Ian: It will also make AI more democratic. Right now, if you want to use really advanced AI you need to have not only a lot of computers but also a lot of data. That’s part of why it’s mostly very large companies that are competitive in the AI space. If you want to get really good at a task you basically become good at that task by showing the computer a million different examples. In the future, we’ll have AI that can learn much more like a human learns, where just showing it a few examples is enough. Once we have machine learning systems that are able to get the general idea of what’s going on very quickly, in the way that humans do, it won’t be necessary to build these gigantic data sets anymore.

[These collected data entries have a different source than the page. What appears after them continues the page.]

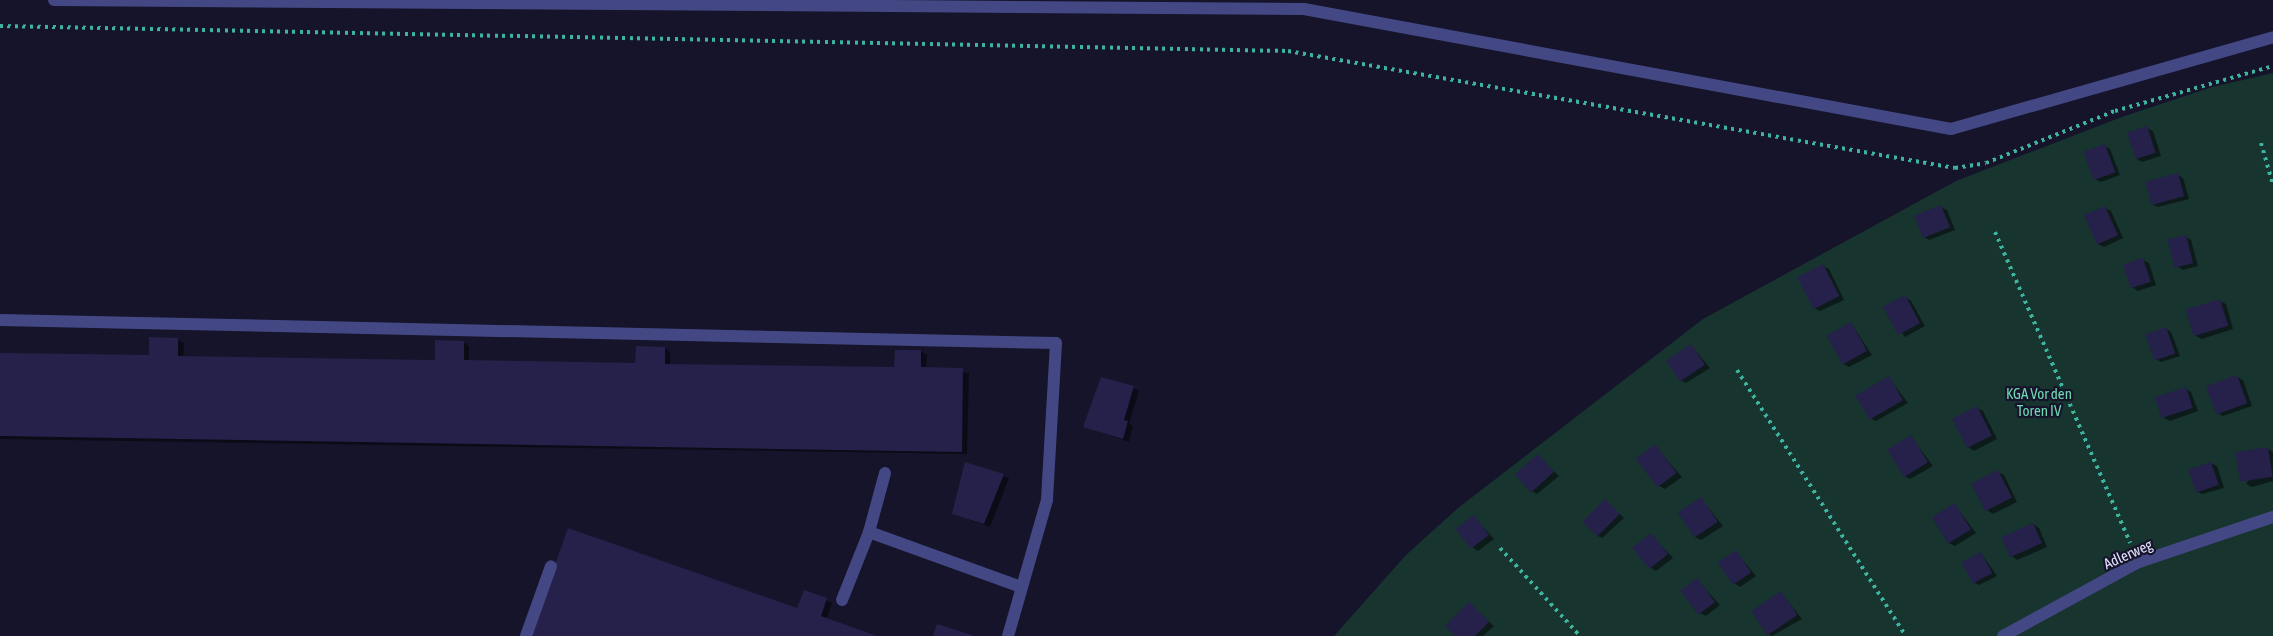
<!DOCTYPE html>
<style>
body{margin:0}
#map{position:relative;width:2273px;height:636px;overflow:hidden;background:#15142a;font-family:"Asap Condensed",sans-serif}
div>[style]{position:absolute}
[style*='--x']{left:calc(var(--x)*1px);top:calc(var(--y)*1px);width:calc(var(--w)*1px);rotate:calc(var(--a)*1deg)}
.green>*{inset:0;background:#17342f}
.shadow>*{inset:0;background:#0007}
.building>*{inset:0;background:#25214a;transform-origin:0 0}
.path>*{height:4px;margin-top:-2px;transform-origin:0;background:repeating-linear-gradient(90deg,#3cb49f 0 3px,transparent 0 7.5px)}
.service>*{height:12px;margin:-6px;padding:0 6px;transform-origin:6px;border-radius:6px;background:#434885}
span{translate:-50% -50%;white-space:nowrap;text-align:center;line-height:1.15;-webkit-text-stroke:4.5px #15142a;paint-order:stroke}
.park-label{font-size:15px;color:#70d8b2}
.street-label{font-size:15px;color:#e0e0fc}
</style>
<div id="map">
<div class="green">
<div style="clip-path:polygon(2273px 73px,2273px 636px,1334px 636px,1406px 555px,1458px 508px,1703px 319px,1956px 181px,2119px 118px,2212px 87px)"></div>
</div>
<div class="shadow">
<div style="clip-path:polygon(2147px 128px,2153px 131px,2161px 156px,2142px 162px,2137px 159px)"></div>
<div style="clip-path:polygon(2105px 146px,2110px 149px,2120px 175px,2101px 182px,2095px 179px)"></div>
<div style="clip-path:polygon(2178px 175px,2183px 178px,2189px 199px,2158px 207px,2152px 204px)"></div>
<div style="clip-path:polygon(1941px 207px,1947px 210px,1955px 230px,1929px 240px,1923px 236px)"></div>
<div style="clip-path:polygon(2105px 208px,2111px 211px,2123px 238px,2104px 247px,2098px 244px)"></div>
<div style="clip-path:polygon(2186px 237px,2191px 240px,2198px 266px,2183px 270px,2177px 266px)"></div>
<div style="clip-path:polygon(2143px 260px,2149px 263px,2156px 285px,2138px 291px,2132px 287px)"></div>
<div style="clip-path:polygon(1823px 266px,1829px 269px,1844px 300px,1820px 311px,1814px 308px)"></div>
<div style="clip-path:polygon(1905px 297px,1911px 301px,1925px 326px,1905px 337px,1885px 307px)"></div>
<div style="clip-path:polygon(2220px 301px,2226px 304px,2233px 329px,2202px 339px,2196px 336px)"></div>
<div style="clip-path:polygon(1851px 323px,1872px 355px,1849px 367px,1843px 364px)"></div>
<div style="clip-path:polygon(2165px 328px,2171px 332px,2180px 356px,2161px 362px,2156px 359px)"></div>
<div style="clip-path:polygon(178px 340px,184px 343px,183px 357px,436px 362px,464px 343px,469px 346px,469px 362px,637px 365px,665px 348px,670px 352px,670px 365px,896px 369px,921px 351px,927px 355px,926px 369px,969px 373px,967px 454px,0 439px,0 354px,150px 357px)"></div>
<div style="clip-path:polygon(1691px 345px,1710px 368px,1686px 383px,1680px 380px)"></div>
<div style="clip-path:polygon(2237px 377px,2243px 380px,2252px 406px,2223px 416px,2217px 413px)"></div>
<div style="clip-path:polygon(1889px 378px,1908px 403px,1876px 421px,1870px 418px)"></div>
<div style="clip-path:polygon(1133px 388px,1139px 391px,1129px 423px,1133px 426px,1129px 442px,1084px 426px)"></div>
<div style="clip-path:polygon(2186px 389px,2191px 392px,2198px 411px,2170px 421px,2164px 418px)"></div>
<div style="clip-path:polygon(1977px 408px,1983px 411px,1997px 439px,1974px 451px,1968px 447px)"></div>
<div style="clip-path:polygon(1911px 437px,1933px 466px,1910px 479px,1904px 476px)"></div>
<div style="clip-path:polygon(1655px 446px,1682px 477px,1665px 489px,1659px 486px)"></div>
<div style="clip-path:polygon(2268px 449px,2273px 452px,2273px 481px,2252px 487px,2246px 484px)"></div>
<div style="clip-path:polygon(1538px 456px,1559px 476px,1537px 494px,1532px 491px)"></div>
<div style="clip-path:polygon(2211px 463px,2217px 466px,2224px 488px,2202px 494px,2196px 491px)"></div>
<div style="clip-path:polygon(966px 464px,1009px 478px,990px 527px,954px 514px)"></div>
<div style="clip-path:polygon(1998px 472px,2004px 475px,2017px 502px,1993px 514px,1987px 510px)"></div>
<div style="clip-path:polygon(1701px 499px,1723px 526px,1701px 540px,1695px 537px)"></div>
<div style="clip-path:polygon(1606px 501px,1624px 518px,1602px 538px,1596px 535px)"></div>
<div style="clip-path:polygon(1955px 505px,1976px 533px,1955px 546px,1949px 543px)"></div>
<div style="clip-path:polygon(1474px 517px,1494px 539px,1478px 551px,1473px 548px)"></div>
<div style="clip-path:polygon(2033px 524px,2039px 528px,2047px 547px,2017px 560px,2012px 556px)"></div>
<div style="clip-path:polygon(1651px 535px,1673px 558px,1656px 571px,1651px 568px)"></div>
<div style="clip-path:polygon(1736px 552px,1756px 576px,1740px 587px,1734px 583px)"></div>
<div style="clip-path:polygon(1981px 553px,1997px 576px,1979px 585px,1973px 582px)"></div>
<div style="clip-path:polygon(1697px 580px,1720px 605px,1706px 616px,1700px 613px)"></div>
<div style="clip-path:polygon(1781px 593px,1802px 619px,1772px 636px,1768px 634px)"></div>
<div style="clip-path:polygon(826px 600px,832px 603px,827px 618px,873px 636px,798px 610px)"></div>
<div style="clip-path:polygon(1469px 604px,1494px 626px,1483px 636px,1457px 636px)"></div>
</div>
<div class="building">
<div style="left:2147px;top:126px;width:28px;height:21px;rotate:72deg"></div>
<div style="left:2105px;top:144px;width:30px;height:23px;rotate:70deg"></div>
<div style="left:2178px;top:173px;width:24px;height:34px;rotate:75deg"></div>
<div style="left:1941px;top:205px;width:24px;height:29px;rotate:68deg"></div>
<div style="left:2105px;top:206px;width:32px;height:23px;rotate:66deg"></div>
<div style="left:2186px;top:235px;width:29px;height:19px;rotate:76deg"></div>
<div style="left:2143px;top:258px;width:25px;height:21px;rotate:72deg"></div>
<div style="left:1823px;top:264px;width:36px;height:29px;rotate:63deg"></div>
<div style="left:1905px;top:295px;width:32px;height:25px;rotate:62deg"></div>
<div style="left:2220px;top:299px;width:28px;height:36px;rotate:73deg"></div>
<div style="left:1851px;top:322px;width:33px;height:28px;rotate:61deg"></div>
<div style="left:2166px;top:327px;width:28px;height:22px;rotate:71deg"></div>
<div style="clip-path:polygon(149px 337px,178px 338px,178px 356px,435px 360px,435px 340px,464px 341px,464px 360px,635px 363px,636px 346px,665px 347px,665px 364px,894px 367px,895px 350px,921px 350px,921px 367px,963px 368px,962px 452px,0 436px,0 353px,149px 355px)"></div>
<div style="left:1691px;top:344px;width:25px;height:30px;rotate:56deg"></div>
<div style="left:2237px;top:375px;width:30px;height:33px;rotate:70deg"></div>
<div style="left:1889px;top:376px;width:28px;height:39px;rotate:60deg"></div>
<div style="clip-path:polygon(1101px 377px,1134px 386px,1124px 420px,1128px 421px,1123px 439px,1083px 427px)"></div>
<div style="left:2186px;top:387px;width:22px;height:33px;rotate:72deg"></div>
<div style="left:1977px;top:406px;width:33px;height:28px;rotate:63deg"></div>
<div style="left:1911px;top:435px;width:32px;height:28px;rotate:58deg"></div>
<div style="left:1655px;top:444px;width:36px;height:24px;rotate:53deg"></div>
<div style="left:2268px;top:447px;width:30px;height:33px;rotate:81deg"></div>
<div style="left:1538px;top:454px;width:24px;height:31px;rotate:48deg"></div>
<div style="clip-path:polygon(965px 462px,1004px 474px,984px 524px,952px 514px)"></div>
<div style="left:2211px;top:462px;width:24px;height:24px;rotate:71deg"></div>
<div style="left:1998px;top:470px;width:31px;height:30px;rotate:63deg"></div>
<div style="left:1701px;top:497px;width:30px;height:28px;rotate:56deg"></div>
<div style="left:1605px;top:499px;width:21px;height:32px;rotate:45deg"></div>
<div style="left:1955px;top:503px;width:31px;height:27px;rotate:59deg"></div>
<div style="left:1474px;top:515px;width:25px;height:23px;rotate:53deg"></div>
<div style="left:2033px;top:523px;width:22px;height:35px;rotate:66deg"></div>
<div style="clip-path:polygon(568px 528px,797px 608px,804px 590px,827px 598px,821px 616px,877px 636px,530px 636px)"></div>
<div style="left:1651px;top:533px;width:27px;height:24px;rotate:51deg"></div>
<div style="left:1736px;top:550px;width:27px;height:22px;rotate:56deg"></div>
<div style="left:1981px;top:552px;width:24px;height:22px;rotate:62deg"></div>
<div style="left:1697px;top:578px;width:30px;height:21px;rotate:53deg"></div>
<div style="left:1781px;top:591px;width:29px;height:36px;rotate:56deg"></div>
<div style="clip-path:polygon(1469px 602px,1489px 622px,1475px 636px,1455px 636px,1445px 626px)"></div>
<div style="clip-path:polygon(937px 624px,972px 635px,972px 636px,933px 636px)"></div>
</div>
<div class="path">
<div style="--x:0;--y:26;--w:1288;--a:1.11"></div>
<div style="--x:1288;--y:51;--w:677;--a:9.95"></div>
<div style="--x:1955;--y:168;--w:31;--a:-9"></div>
<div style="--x:1986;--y:163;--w:139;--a:-22"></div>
<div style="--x:2115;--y:111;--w:164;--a:-15.9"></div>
<div style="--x:2261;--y:143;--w:44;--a:74.1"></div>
<div style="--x:1995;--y:232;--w:339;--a:66.5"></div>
<div style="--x:1737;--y:370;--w:315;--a:57.6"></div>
<div style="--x:1500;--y:548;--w:119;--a:47.7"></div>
</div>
<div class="service">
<div style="--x:54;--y:0;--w:1250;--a:0.41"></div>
<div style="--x:1304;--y:9;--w:658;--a:10.51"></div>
<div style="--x:1951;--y:129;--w:335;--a:-15.9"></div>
<div style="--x:0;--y:320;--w:1056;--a:1.25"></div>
<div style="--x:1056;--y:343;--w:157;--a:93.3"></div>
<div style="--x:1047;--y:500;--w:141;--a:106"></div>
<div style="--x:869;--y:532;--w:162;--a:19.9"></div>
<div style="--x:842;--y:600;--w:73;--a:-68.3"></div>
<div style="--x:869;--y:532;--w:61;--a:-74.8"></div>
<div style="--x:526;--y:636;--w:74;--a:-70.3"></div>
<div style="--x:2003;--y:636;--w:155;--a:-28.6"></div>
<div style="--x:2139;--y:562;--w:141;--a:-18.6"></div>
</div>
<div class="park-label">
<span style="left:2039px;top:402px">KGA Vor den<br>Toren IV</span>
</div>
<div class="street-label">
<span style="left:2128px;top:554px;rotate:-24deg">Adlerweg</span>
</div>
</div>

Richard: One application area I think will be important this coming year is automatic detection of fake news, fake audio and fake images and fake video. Some of the applications this past year have actually focused on generating additional frames of video. As those get better, as the photo generation that we talked about earlier gets better, and also as audio templating gets better… I think it was Adobe that demoed what they called PhotoShop for Voice, where you can type something in and select a person, and it will sound like that person saying whatever it is that you typed. So we’ll need ways of detecting that, since this whole concept of fake news is quite at the fore these days.

Ian: It’s worth mentioning that there are other ways of addressing the spread of fake news. Email spam uses a lot of different clues that it can statistically associate with whether people mark the email as spam or not. We can do a lot without needing to advance the underlying AI systems at all.

Ariel: Is there anything that you’re worried about, based on advances that you’ve seen in the last year?

Ian: The employment issue. As we’re able to automate our tasks in the future, how will we make sure that everyone benefits from that automation? And the way that society is structured, right now increasing automation seems to lead to increasing concentration of wealth, and there are winners and losers to every advance. My concern is that automating jobs that are done by millions of people will create very many losers and a small number of winners who really win big.

Richard: I’m also slightly concerned with the speed at which we’re approaching additional generality. It’s extremely cool to see systems be able to do lots of different things, and being able to do tasks that they’ve either seen very little of or none of before. But it raises questions as to when we implement different types of safety techniques. I don’t think that we’re at that point yet, but it raises the issue.

Ariel: To end on a positive note: looking back on what you saw last year, what has you most hopeful for our future?

Ian: I think it’s really great that AI is starting to be used for things like medicine. In the last year we’ve seen a lot of different machine learning algorithms that could exceed human abilities at some tasks, and we’ve also started to see the application of AI to life-saving application areas like designing new medicines. And this makes me very hopeful that we’re going to start seeing superhuman drug design, and other kinds of applications of AI to just really make life better for a lot of people in ways that we would not have been able to do without it.

Richard: Various kinds of tasks that people find to be drudgery within their jobs will be automatable. That will lead them to be open to working on more value-added things with more creativity, and potentially be able to work in more interesting areas of their field or across different fields. I think the future is wide open and it’s really what we make of it, which is exciting in itself.